◆ **Task description**: Only the lines holding the string "Allee" are needed; copy each of them from the data.

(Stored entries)
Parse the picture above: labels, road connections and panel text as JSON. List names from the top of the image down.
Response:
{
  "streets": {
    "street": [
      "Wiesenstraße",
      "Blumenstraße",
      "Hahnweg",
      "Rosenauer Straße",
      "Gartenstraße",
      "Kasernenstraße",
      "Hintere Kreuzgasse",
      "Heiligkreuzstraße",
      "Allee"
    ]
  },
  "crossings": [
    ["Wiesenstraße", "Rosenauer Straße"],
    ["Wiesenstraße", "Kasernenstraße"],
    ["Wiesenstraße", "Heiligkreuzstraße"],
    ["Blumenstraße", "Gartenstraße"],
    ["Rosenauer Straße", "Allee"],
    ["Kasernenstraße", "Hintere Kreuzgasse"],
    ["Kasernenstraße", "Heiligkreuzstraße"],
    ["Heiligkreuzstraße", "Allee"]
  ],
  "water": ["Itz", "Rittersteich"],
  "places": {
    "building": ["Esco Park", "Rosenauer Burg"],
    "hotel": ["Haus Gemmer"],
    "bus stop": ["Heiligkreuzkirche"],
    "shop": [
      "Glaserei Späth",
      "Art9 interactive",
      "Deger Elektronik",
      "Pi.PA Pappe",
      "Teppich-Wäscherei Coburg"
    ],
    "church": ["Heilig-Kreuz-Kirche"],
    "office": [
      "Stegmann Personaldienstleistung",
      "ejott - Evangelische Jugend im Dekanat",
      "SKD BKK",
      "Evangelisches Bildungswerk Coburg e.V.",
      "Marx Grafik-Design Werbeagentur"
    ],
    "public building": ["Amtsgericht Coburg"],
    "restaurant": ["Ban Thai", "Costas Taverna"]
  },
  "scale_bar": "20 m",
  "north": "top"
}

◆ **Final answer**:
      "Allee"
    ["Rosenauer Straße", "Allee"],
    ["Heiligkreuzstraße", "Allee"]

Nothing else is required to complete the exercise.